__BRIEF__. Could you restate, exactly and with nothing added, the lines from the start of the data through the line that holds "M1560 0H1616L1617 2 1614 5H1551Z", leaving the pictures out?

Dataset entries

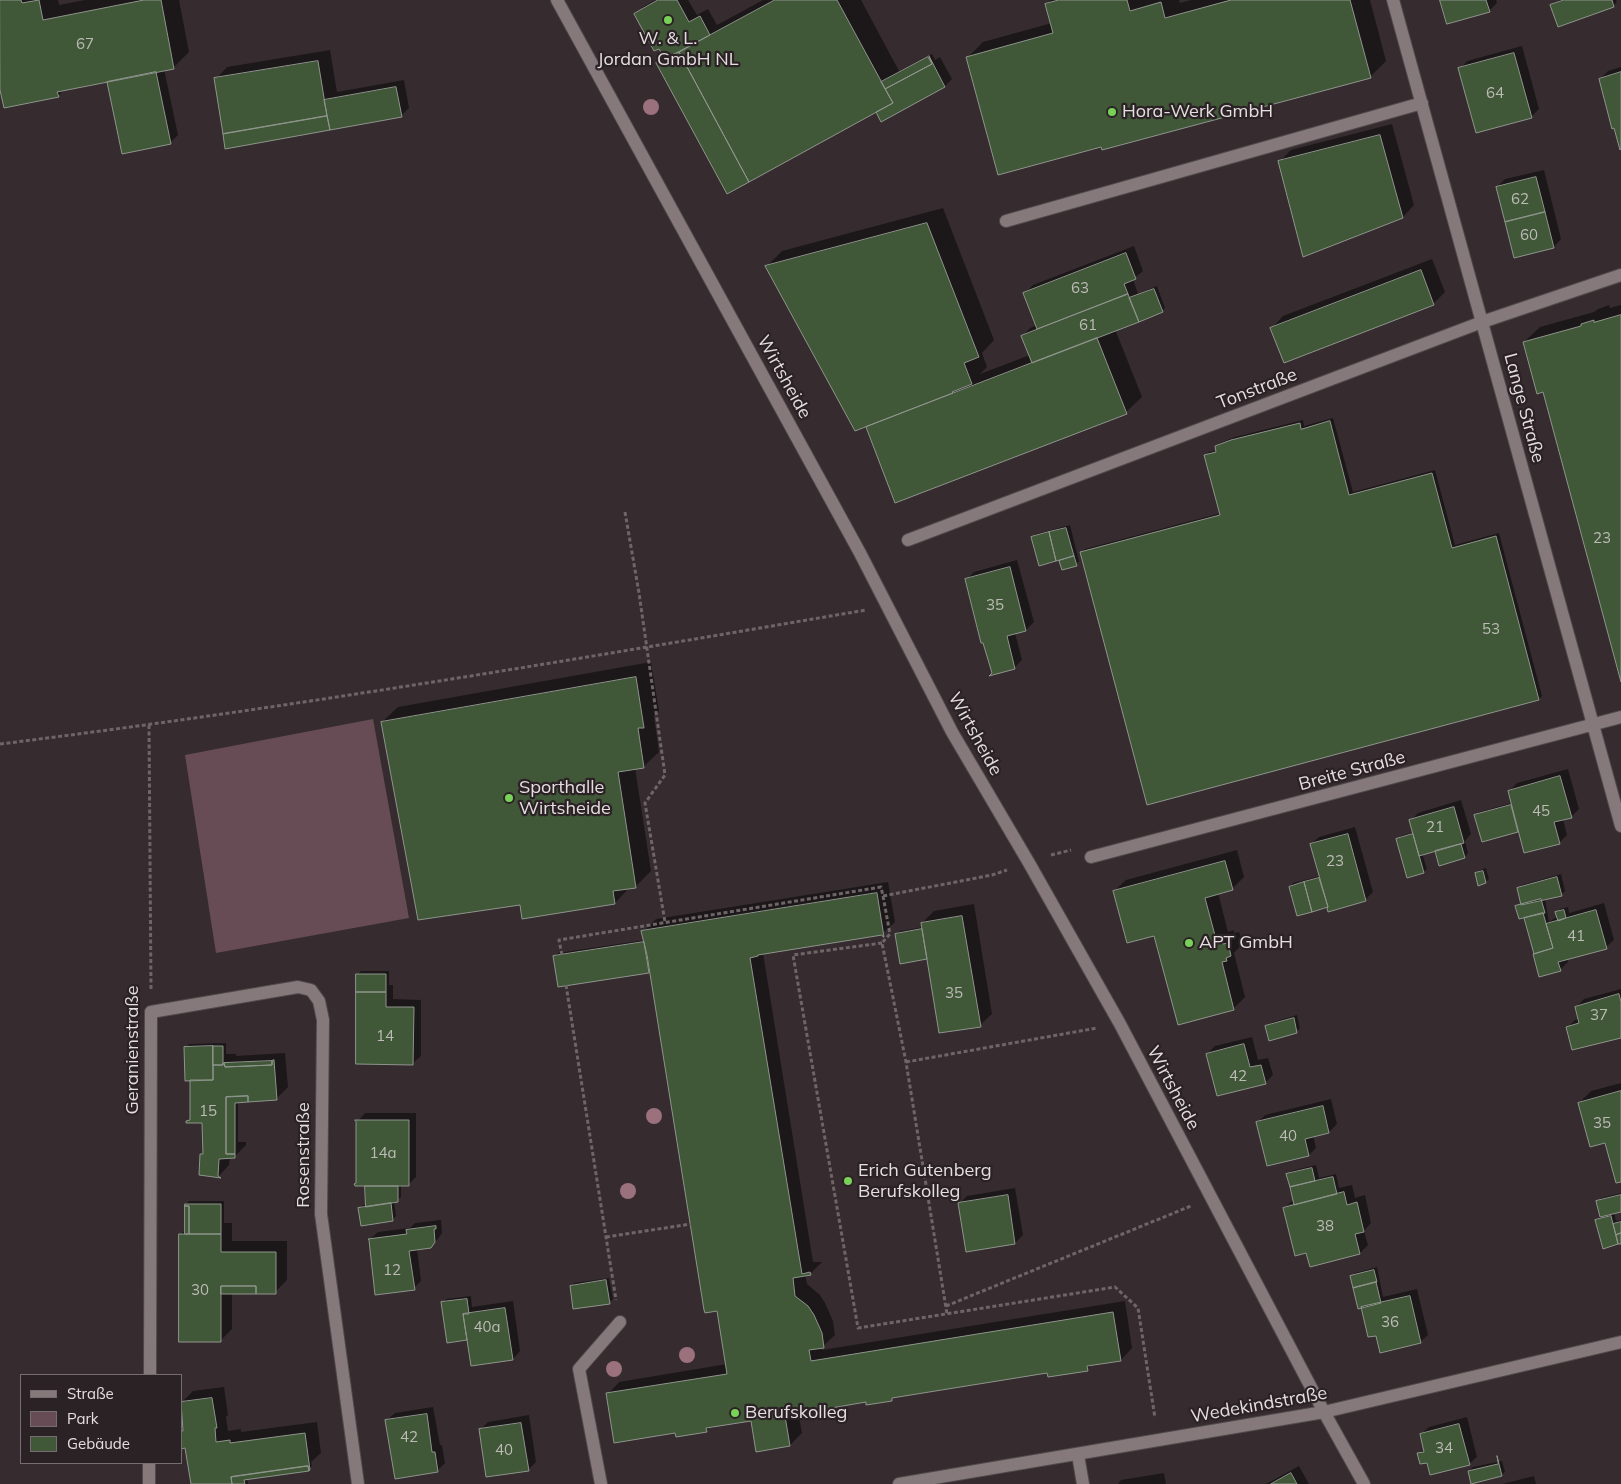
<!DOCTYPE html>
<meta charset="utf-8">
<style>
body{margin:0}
#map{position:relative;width:1621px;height:1484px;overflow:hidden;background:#362c2f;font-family:Mulish,sans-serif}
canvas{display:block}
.legend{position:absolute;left:20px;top:1374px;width:162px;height:90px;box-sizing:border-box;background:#2b2225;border:1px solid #756d70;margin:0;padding:6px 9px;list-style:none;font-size:15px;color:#e5dee0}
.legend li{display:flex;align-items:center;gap:10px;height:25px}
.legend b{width:25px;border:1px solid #756d70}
</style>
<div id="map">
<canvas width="1621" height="1484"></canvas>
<ul class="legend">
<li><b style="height:6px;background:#85797c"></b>Straße</li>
<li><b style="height:14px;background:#674c55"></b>Park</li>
<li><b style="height:14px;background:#405738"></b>Gebäude</li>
</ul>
</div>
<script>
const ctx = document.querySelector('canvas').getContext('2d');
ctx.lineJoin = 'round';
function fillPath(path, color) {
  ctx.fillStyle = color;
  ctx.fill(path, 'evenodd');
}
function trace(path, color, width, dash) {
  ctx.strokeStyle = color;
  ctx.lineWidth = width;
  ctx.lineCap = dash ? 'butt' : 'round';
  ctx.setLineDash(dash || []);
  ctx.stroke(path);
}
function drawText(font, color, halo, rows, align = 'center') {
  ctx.font = font + ' Mulish,sans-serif';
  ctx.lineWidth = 4.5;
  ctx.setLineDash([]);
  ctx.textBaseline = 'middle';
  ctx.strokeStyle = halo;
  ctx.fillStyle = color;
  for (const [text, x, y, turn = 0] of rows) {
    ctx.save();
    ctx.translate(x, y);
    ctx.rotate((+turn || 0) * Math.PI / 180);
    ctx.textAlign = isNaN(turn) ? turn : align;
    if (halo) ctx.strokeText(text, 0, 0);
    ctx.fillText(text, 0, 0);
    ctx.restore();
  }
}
fillPath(new Path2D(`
 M373 719 409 918 216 953 185 755Z`), '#674c55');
fillPath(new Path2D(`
 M0 0H58L59 5 85 0H179L189 52 174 67 164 69 178 135 170 143 111 80 65 89 58 96 0 83Z
 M655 0H688L697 15 708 9 717 25 763 0H861L899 71 932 54 935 60 940 57 952 79 945 86 882 109 657 64 665 56 636 15 643 7Z
 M1051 0H1179L1180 3 1191 0H1370L1386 61 1371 76 1102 146 968 57 983 42 1052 23 1046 4Z
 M1441 0H1496L1497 3 1489 11Z
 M1560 0H1616L1617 2 1614 5H1551Z
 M1522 46 1539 109 1531 117 1460 69 1467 61Z
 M330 50 337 92 404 80 409 108 401 116 226 147 216 79 227 67Z
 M1621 67V147L1600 79 1608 71Z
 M1392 124 1414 205 1403 217 1279 162 1291 150Z
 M1544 170 1561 239 1554 247 1515 257 1497 187 1505 179Z
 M943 208 994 340 982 353 987 367 980 374 1030 355 1023 336 1030 328 1037 325 1025 293 1033 285 1134 246 1143 271 1133 279 1138 294 1157 286 1165 308 1162 311 1115 329 1142 397 1126 412 895 502 866 426 767 266 782 251Z
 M1432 259 1445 292 1433 304 1272 328 1283 316Z
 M1609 305 1610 308 1621 305V678L1544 391 1524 342 1540 327 1594 312 1598 309Z
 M1333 418 1353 492 1435 470 1455 545 1499 533 1542 696 1539 699 1081 552 1085 549 1221 513 1206 455 1209 452 1217 450 1216 447 1220 443 1235 437 1303 420 1304 426Z
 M1070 525 1079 561 1076 565 1063 569 1060 559 1032 537 1036 534Z
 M1017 560 1034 622 1026 630 1015 633 1022 660 1014 668 966 580 974 572Z
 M651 662 659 711 654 716 659 752 643 767 635 768 651 871 636 886 630 887 615 903 521 904 382 722 398 707Z
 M1568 769 1579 809 1571 817 1563 819 1567 835 1560 842 1519 829 1518 831 1475 815 1479 812 1512 803 1509 791 1517 783Z
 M1461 800 1471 834 1465 841 1468 853 1465 857 1436 850 1422 853 1427 869 1423 872 1398 839 1401 836 1414 832 1410 821 1418 813Z
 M1355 827 1373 892 1365 900 1329 910 1328 906 1290 887 1293 883 1320 876 1311 844 1319 837Z
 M1237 850 1244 877 1232 889 1218 893 1228 932 1234 930V933L1239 932 1243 943 1234 953 1245 997 1234 1008 1155 934 1114 891 1126 880Z
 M1486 868 1489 879 1485 882 1476 873 1480 870Z
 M1561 874 1565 891 1561 895 1545 899 1549 922 1558 916 1557 913 1560 909 1568 907 1569 913 1604 903 1614 940 1606 947 1567 958 1568 962 1560 970 1536 953 1525 917 1517 907 1522 903 1518 888 1522 885Z
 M888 882 895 922 883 933 763 953 813 1262H822L810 1274H805L807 1284 820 1295 825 1303 833 1321 835 1335 822 1347V1350L1125 1301 1132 1348 1121 1360 1092 1364 1087 1369 1048 1371 895 1396 891 1400 867 1401 798 1412 802 1433 790 1445 752 1419 711 1426 706 1431H676L608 1394 619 1382 727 1364 718 1309 650 970 648 972 555 956 558 953 645 940 644 931 656 919Z
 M974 904 992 1014 980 1025 928 956 896 934 900 931 923 927 922 923 934 911Z
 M361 971H389V985H393V999L421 1000V1056L413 1063 358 974Z
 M1621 989V1036L1567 1028 1575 1020 1579 1019 1576 1007 1584 999Z
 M1297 1015 1300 1028 1296 1032 1266 1027 1270 1023Z
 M1252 1037 1258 1060 1268 1058 1273 1075 1265 1083 1207 1054 1215 1046Z
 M226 1043V1054H236V1056L285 1053 288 1087 276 1099 238 1101V1142H246V1145L234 1157H230L229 1165 218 1177 202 1154 205 1151 204 1122 188 1121 192 1117 191 1079 186 1047 189 1044Z
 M1621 1083V1181L1606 1142 1579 1103 1591 1091Z
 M1331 1099 1337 1124 1329 1132 1313 1135 1316 1148 1309 1155 1258 1122 1265 1115Z
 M365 1113H416V1177L408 1185H401V1197L394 1202 396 1216 392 1220 359 1209 363 1205H367V1186L358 1121Z
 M1316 1165 1319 1178 1336 1174 1339 1188 1352 1185 1355 1198 1365 1195 1371 1223 1364 1231 1368 1245 1360 1253 1311 1265 1307 1252 1284 1208 1287 1206V1208L1311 1202V1199L1287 1205 1294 1200 1288 1174 1291 1171Z
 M1015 1188 1023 1235 1015 1243 967 1251 959 1204 967 1196Z
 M1621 1193V1211L1614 1212 1616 1221 1621 1220V1242L1604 1247 1596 1220 1601 1216 1598 1201 1601 1198Z
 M189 1201H224V1223H232V1241H287V1280L275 1292 232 1293V1329L220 1341 180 1235 186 1229V1204Z
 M441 1220 442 1233 438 1239 430 1247 417 1249 421 1281 413 1289 370 1239 378 1232 410 1228 415 1223Z
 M1377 1267 1383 1297 1417 1289 1428 1335 1420 1342 1377 1334 1363 1307 1352 1276 1355 1273Z
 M609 1278 613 1299 609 1302 571 1287 574 1283Z
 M471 1296 472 1307 513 1301 520 1351 513 1359 443 1303 446 1299Z
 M224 1387 228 1415 226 1417 228 1431 241 1429V1432L317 1422 321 1453 311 1462 312 1466 308 1469 247 1478 248 1484H192L187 1446 181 1447V1423L183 1421 181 1403 193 1391Z
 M433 1407 440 1445H442L445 1463 437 1471 387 1420 395 1413Z
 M529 1415 536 1462 528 1470 480 1430 488 1422Z
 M1467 1417 1477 1457 1469 1464 1428 1461 1419 1454 1425 1448 1421 1434 1429 1427Z
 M1502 1461 1505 1472 1501 1475 1469 1471 1473 1467Z
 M1299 1466 1309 1484H1266Z
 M1164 1473 1166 1484H1118L1121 1480Z
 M1534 1476 1536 1484H1502Z`), '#0007');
const building = new Path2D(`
 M0 0H21L22 3 39 0 43 20 144 0H161L174 69 57 92 59 97 4 108 0 90Z
 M658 0H677L689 22 700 16 710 35 665 60 659 49 654 51 634 14Z
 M775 0H837L893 103 749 182 679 52Z
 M1059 0H1127L1130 11 1161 2 1165 18 1231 0H1350L1371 78 1102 150 1101 147 998 175 966 57 1053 33 1045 4Z
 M1440 0H1486L1490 12 1447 24Z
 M1564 0H1612L1614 7 1558 27 1550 5Z
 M679 52 749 182 727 194 656 63Z
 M1514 53 1532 118 1476 133 1458 68Z
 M929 56 945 87 881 122 876 112 893 103 885 89 932 64Z
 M928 57 932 64 885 89 881 82Z
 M318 61 327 116 223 134 214 78Z
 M156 72 171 144 122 154 107 82Z
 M1621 72V149L1620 150 1614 128 1612 129 1599 79Z
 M396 87 402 117 330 130 324 100Z
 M327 116 330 130 225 149 223 134Z
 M1380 135 1403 218 1303 257 1278 161Z
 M1536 177 1545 212 1505 222 1496 187Z
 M1545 212 1554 248 1514 258 1505 222Z
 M927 223 979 357 964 363 972 384 952 392 953 393 855 431 765 266Z
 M1126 253 1136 279 1124 284 1128 294 1037 329 1023 293Z
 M1421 270 1434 305 1284 363 1270 328Z
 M1154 289 1163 312 1139 322 1129 298Z
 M1128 294 1139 322 1032 363 1021 336Z
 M1621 315V682L1543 392 1537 394 1523 342 1581 326V324L1594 320V322Z
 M1097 338 1127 414 895 503 866 427Z
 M1330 421 1349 495 1432 473 1452 548 1496 536 1539 700 1147 805 1080 552 1220 515 1204 455 1216 452 1215 446 1231 440 1300 423 1301 429Z
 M1066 528 1074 556 1056 561 1049 532Z
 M1049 532 1056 561 1039 566 1031 537Z
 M1074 556 1077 566 1062 570 1059 561Z
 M1010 567 1026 631 1007 636 1015 669 989 676 992 673 983 643H981L965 579Z
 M636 677 644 728H638L644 768 618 772 636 888 613 891 615 904 522 919 520 905 418 920 381 722Z
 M1560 776 1572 818 1554 822 1560 844 1524 853 1508 791Z
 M1511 805 1518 832 1482 842 1474 815Z
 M1454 807 1464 843 1419 856 1409 820Z
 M1348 834 1366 901 1328 912 1327 908 1328 907 1310 844Z
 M1413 834 1424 873 1407 878 1396 839Z
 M1461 844 1465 858 1439 866 1435 851Z
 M1225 861 1233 890 1205 898 1217 943 1222 941 1223 944 1228 943 1231 956 1226 958 1227 961 1222 962 1234 1010 1178 1025 1154 936 1127 943 1113 891Z
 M1483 871 1486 883 1478 886 1475 873Z
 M1557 877 1562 896 1521 905 1517 888Z
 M1319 878 1328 907 1312 912 1304 882Z
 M1304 882 1312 912 1297 916 1289 887Z
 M877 893 884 937H883L882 935 758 955V956L750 958 802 1274 810 1272 811 1275 793 1278 795 1296 808 1306 814 1315 822 1333 824 1348 809 1350 811 1361 1113 1312 1121 1361 1087 1366 1088 1371 1048 1377 1047 1373 892 1398V1401L866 1405V1402L785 1416 790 1446 756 1452 751 1421 706 1428 707 1432 676 1437 675 1433 614 1443 606 1393 727 1374 717 1311 705 1313 704 1310 647 955 641 931Z
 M1541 899 1545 913 1519 919 1515 906Z
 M1564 910 1566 918 1558 921 1555 912Z
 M1596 910 1607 949 1558 962 1561 971 1539 977 1533 954 1553 948 1546 924Z
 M1543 913 1553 948 1534 954 1524 918Z
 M962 916 981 1027 939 1033 921 923Z
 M922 929 927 959 900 964 895 934Z
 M644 942 649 973 558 987 553 956Z
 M356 974H386V992H356Z
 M356 992H386V1007H414L413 1065 356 1064Z
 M1619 994 1621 1002V1038L1572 1050 1566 1027 1579 1023 1575 1007Z
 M1294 1018 1297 1033 1269 1041 1265 1026Z
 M1244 1044 1250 1067 1261 1065 1266 1084 1217 1096 1206 1054Z
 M213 1046H223V1065H213Z
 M213 1046V1080L185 1081 184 1047Z
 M274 1060 277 1100 248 1102V1096L226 1097V1154H235V1158L219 1159 218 1176 221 1178 199 1175 200 1154H203L202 1123H186V1121L190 1120V1080H213V1065H223V1063H224L225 1067 272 1065V1061Z
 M272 1061V1065L225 1067 224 1063Z
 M1621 1091V1182L1616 1183 1605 1143 1590 1147 1578 1103Z
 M248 1096V1102L235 1103V1154H226V1097Z
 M1323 1106 1329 1133 1305 1139 1309 1156 1267 1166 1256 1122Z
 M355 1120H409V1186H355L354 1184 356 1183V1122Z
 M1312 1168 1315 1181 1290 1187 1286 1174Z
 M1333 1177 1337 1194 1294 1205 1290 1187Z
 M365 1186H398V1202L366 1207Z
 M1344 1192 1347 1205 1357 1202 1364 1232 1355 1234 1360 1254 1310 1267 1306 1253 1295 1256 1283 1208Z
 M1008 1195 1015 1244 966 1252 958 1203Z
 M1621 1195V1212L1600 1217 1596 1201Z
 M391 1203 393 1221 361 1226 358 1208Z
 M185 1204H221V1234H189V1206H185Z
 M185 1206H189V1234H185Z
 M1611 1216 1618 1244 1603 1249 1595 1220Z
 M1621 1222V1233L1616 1235 1613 1224Z
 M436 1226V1229H434L435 1242 431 1248 409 1251 415 1290 375 1295 369 1240 368 1239 407 1234 406 1230Z
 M1621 1233V1244H1618L1616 1235Z
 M179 1234H221V1252H276V1294H256V1286H221V1342H179Z
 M1374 1270 1377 1282 1353 1288 1350 1276Z
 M606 1280 610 1304 573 1309 570 1286Z
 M1376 1282 1381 1303 1358 1309 1353 1288Z
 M221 1286H256V1294H221Z
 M1410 1296 1421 1343 1380 1353 1376 1336 1368 1337 1361 1307Z
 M467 1299 469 1314H463L467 1340 447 1343 441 1302Z
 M505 1308 513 1360 471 1366 463 1314Z
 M212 1398 217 1428H215L216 1442 230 1440V1443L305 1433 310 1470 309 1471 308 1466 231 1477 232 1484H191L185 1448 181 1449V1431H183L181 1402Z
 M427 1414 432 1452H435L438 1472 395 1479 385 1420Z
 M521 1423 529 1471 486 1477 479 1429Z
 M1459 1424 1470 1465 1430 1475 1427 1463 1420 1464 1417 1453 1424 1452 1420 1434Z
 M1497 1456 1502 1476 1471 1484 1468 1471 1498 1464Z
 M308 1466 309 1471 244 1480 245 1484H232L231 1477Z
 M1291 1473 1297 1484H1271Z`);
fillPath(building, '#405738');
trace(building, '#8e958c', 1);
const minor = new Path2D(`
 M557 0 860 553 952 732 1029 863 1120 1024 1324 1412 1364 1484
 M1393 0 1621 826
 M1006 221 1422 103
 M908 540 1482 322 1621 275
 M1091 857 1621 717
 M150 1375 151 1012 298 987 311 990 319 1001 323 1020 321 1214 358 1484
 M1078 1455 1083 1484
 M149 1484V1463
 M601 1484 579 1369 620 1322
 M899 1484 1324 1412 1621 1342`);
trace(minor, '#51494b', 14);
trace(new Path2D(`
 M625 512 639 593 665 775 645 803 665 922
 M149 725 151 991
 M0 744C290 708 578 659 866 610
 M1051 855 1071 850
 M883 896 890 934 882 943 906 1062 947 1314
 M882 943 793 955 858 1328 1115 1287 1138 1308 1155 1418
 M562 955 559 940 881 887 883 896 992 875 1007 870
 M566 985 616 1300
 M906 1062 1097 1028
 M606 1237 691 1224
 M946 1306 1191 1206`), '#6e6568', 3, [4, 2.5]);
trace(minor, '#85797c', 12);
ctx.fillStyle = '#9b717e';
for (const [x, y] of [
 [651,107],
 [654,1116],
 [628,1191],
 [687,1355],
 [614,1369]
]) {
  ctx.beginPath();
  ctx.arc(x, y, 8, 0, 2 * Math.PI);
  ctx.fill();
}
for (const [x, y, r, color] of [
 [668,20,5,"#79d158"],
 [1112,112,5,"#79d158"],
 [509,798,5,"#79d158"],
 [1189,943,5,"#79d158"],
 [848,1181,5,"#79d158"],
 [735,1413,5,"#79d158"]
]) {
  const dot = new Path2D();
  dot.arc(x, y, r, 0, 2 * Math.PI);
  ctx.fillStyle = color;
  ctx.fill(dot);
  trace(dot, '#2b2225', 2);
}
drawText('15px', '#bcbcb6', null, [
 ["67",85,44],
 ["64",1495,93],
 ["62",1520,199],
 ["60",1529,235],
 ["63",1080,288],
 ["61",1088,325],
 ["23",1602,538],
 ["35",995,605],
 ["53",1491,629],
 ["45",1541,811],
 ["21",1435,827],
 ["23",1335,861],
 ["41",1576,936],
 ["35",954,993],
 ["37",1599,1015],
 ["14",385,1036],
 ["42",1238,1076],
 ["15",208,1111],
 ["35",1602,1123],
 ["40",1288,1136],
 ["14a",383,1153],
 ["38",1325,1226],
 ["12",392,1270],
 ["30",200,1290],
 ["36",1390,1322],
 ["40a",487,1327],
 ["42",409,1437],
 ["34",1444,1448],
 ["40",504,1450]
]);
drawText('18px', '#e5dee0', '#2b2225', [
 ["W. & L.",668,39,"center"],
 ["Jordan GmbH NL",668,60,"center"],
 ["Hora-Werk GmbH",1122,112],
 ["Sporthalle",519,788],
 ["Wirtsheide",519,809],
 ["APT GmbH",1199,943],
 ["Erich Gutenberg",858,1171],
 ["Berufskolleg",858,1192],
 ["Berufskolleg",745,1413]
], 'left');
drawText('18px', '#e5dee0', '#2b2225', [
 ["Wirtsheide",784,377,61],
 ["Tonstraße",1257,389,-21],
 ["Lange Straße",1524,408,75],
 ["Wirtsheide",975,734,61],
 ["Breite Straße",1352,771,-15],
 ["Geranienstraße",133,1050,-90],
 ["Wirtsheide",1173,1088,62],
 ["Rosenstraße",304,1155,-90],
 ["Wedekindstraße",1259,1405,-10]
]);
</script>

__OUTPUT OF THE EXERCISE__.
<!DOCTYPE html>
<meta charset="utf-8">
<style>
body{margin:0}
#map{position:relative;width:1621px;height:1484px;overflow:hidden;background:#362c2f;font-family:Mulish,sans-serif}
canvas{display:block}
.legend{position:absolute;left:20px;top:1374px;width:162px;height:90px;box-sizing:border-box;background:#2b2225;border:1px solid #756d70;margin:0;padding:6px 9px;list-style:none;font-size:15px;color:#e5dee0}
.legend li{display:flex;align-items:center;gap:10px;height:25px}
.legend b{width:25px;border:1px solid #756d70}
</style>
<div id="map">
<canvas width="1621" height="1484"></canvas>
<ul class="legend">
<li><b style="height:6px;background:#85797c"></b>Straße</li>
<li><b style="height:14px;background:#674c55"></b>Park</li>
<li><b style="height:14px;background:#405738"></b>Gebäude</li>
</ul>
</div>
<script>
const ctx = document.querySelector('canvas').getContext('2d');
ctx.lineJoin = 'round';
function fillPath(path, color) {
  ctx.fillStyle = color;
  ctx.fill(path, 'evenodd');
}
function trace(path, color, width, dash) {
  ctx.strokeStyle = color;
  ctx.lineWidth = width;
  ctx.lineCap = dash ? 'butt' : 'round';
  ctx.setLineDash(dash || []);
  ctx.stroke(path);
}
function drawText(font, color, halo, rows, align = 'center') {
  ctx.font = font + ' Mulish,sans-serif';
  ctx.lineWidth = 4.5;
  ctx.setLineDash([]);
  ctx.textBaseline = 'middle';
  ctx.strokeStyle = halo;
  ctx.fillStyle = color;
  for (const [text, x, y, turn = 0] of rows) {
    ctx.save();
    ctx.translate(x, y);
    ctx.rotate((+turn || 0) * Math.PI / 180);
    ctx.textAlign = isNaN(turn) ? turn : align;
    if (halo) ctx.strokeText(text, 0, 0);
    ctx.fillText(text, 0, 0);
    ctx.restore();
  }
}
fillPath(new Path2D(`
 M373 719 409 918 216 953 185 755Z`), '#674c55');
fillPath(new Path2D(`
 M0 0H58L59 5 85 0H179L189 52 174 67 164 69 178 135 170 143 111 80 65 89 58 96 0 83Z
 M655 0H688L697 15 708 9 717 25 763 0H861L899 71 932 54 935 60 940 57 952 79 945 86 882 109 657 64 665 56 636 15 643 7Z
 M1051 0H1179L1180 3 1191 0H1370L1386 61 1371 76 1102 146 968 57 983 42 1052 23 1046 4Z
 M1441 0H1496L1497 3 1489 11Z
 M1560 0H1616L1617 2 1614 5H1551Z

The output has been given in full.